Lecture 12: First-class Functions
1 First-class Functions
2 Reminder:   How are functions currently compiled?
3 The value of a function — Attempt #1
3.1 Passing in functions
3.2 Using function arguments
3.3 Victory!
4 The measure of a function — Attempt #2
5 A function by any other name — Attempt #3
5.1 Compiling make_  closure and function calls
6 Recursion
7 Avoiding Performance Degradation
8.10

Lecture 12: First-class Functions

1 First-class Functions

In Lecture 8: Local Function Definitions and Tail Calls and Lecture 9: Global Function Definitions and Non-tail Calls, we introduced the ability for our programs to define functions that we could then call in other expressions in our program. Our programs included local function definitions, which can capture . This notion of a program was far more flexible than we had before, and lets us define many computations we simply could not previously. But one aspect was distinctly unsatisfying: functions are second-class entities in our language, they had their own separate namespace and and can’t be used the same way as other values in our programs.

We know from other courses, and possibly even from using features like iterators in Rust in this course, that higher-order functions — functions whose arguments can be functions — are very useful notions to have. Let’s consider the most trivial higher-order program:

def applyToFive(it):
  it(5)
in

def incr(x):
  x + 1
in

applyToFive(incr)

Do Now!

What errors currently get reported for this program?

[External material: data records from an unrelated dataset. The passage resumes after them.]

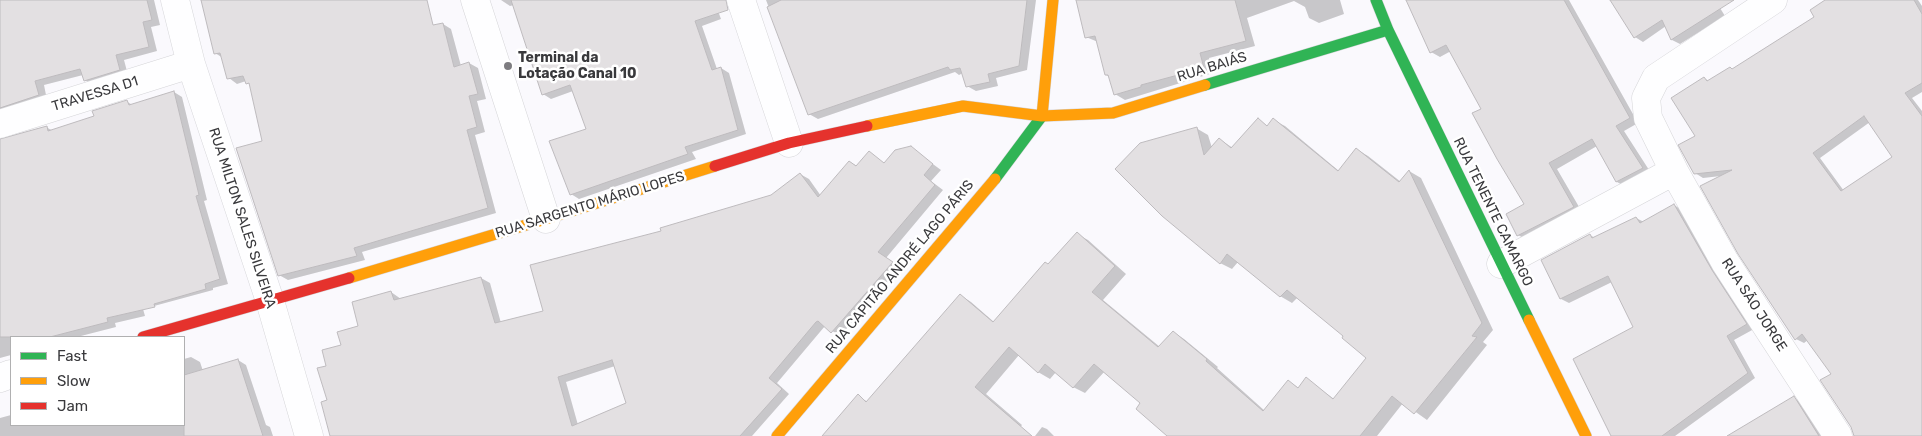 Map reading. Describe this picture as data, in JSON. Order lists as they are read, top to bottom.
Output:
{
  "streets": {
    "street": [
      "RUA BAIÁS",
      "TRAVESSA D1",
      "RUA SARGENTO MÁRIO LOPES",
      "RUA TENENTE CAMARGO",
      "RUA MILTON SALES SILVEIRA",
      "RUA CAPITÃO ANDRÉ LAGO PÁRIS",
      "RUA SÃO JORGE"
    ]
  },
  "crossings": [
    ["RUA BAIÁS", "RUA SARGENTO MÁRIO LOPES"],
    ["RUA BAIÁS", "RUA TENENTE CAMARGO"],
    ["RUA BAIÁS", "RUA CAPITÃO ANDRÉ LAGO PÁRIS"],
    ["TRAVESSA D1", "RUA MILTON SALES SILVEIRA"],
    ["RUA SARGENTO MÁRIO LOPES", "RUA MILTON SALES SILVEIRA"],
    ["RUA SARGENTO MÁRIO LOPES", "RUA CAPITÃO ANDRÉ LAGO PÁRIS"]
  ],
  "places": ["Terminal da Lotação Canal 10"],
  "legend": ["Fast", "Slow", "Jam"]
}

Because it is a parameter to the first function, our compiler will complain that it is not defined as a function, when used as such on line 2. Additionally, because incr is defined as a function, our compiler will complain that it can’t be used as a parameter on the last line. We’d like to be able to support this program, though, and others more sophisticated. Doing so will bring in a number of challenges, whose solutions are detailed and all affect each other. Let’s build up to those programs, incrementally.

2 Reminder: How are functions currently compiled?

Let’s simplify away the higher-order parts of the program above, and look just at a basic function definition. The following program:

def incr(x):
  x + 1
end

incr(5)

is compiled to something like1ignoring tag checking and tail call elimination:

incr:
  mov RAX, [RSP - 8] ;; get param
  add RAX, 2         ;; add (encoded) 1 to it
  ret                ;; exit

start_here:
  mov [RSP - 16], 10  ;; pass 5 as an argument
  call incr           ;; call function

  ret                 ;; exit

This compilation is a pretty straightforward translation of the code we have. What can we do to start supporting higher-order functions?

3 The value of a function — Attempt #1

3.1 Passing in functions

Going back to the original motivating example, the first problem we encounter is seen in the first and last lines of code.

def applyToFive(it):
  it(5)
in

def incr(x):
  x + 1
in

applyToFive(incr)

Functions receive values as their parameters, and function calls push values onto the stack. So in order to “pass a function in” to another function, we need to answer the question, what is the value of a function? In the assembly above, what could possibly be a candidate for the value of the incr function?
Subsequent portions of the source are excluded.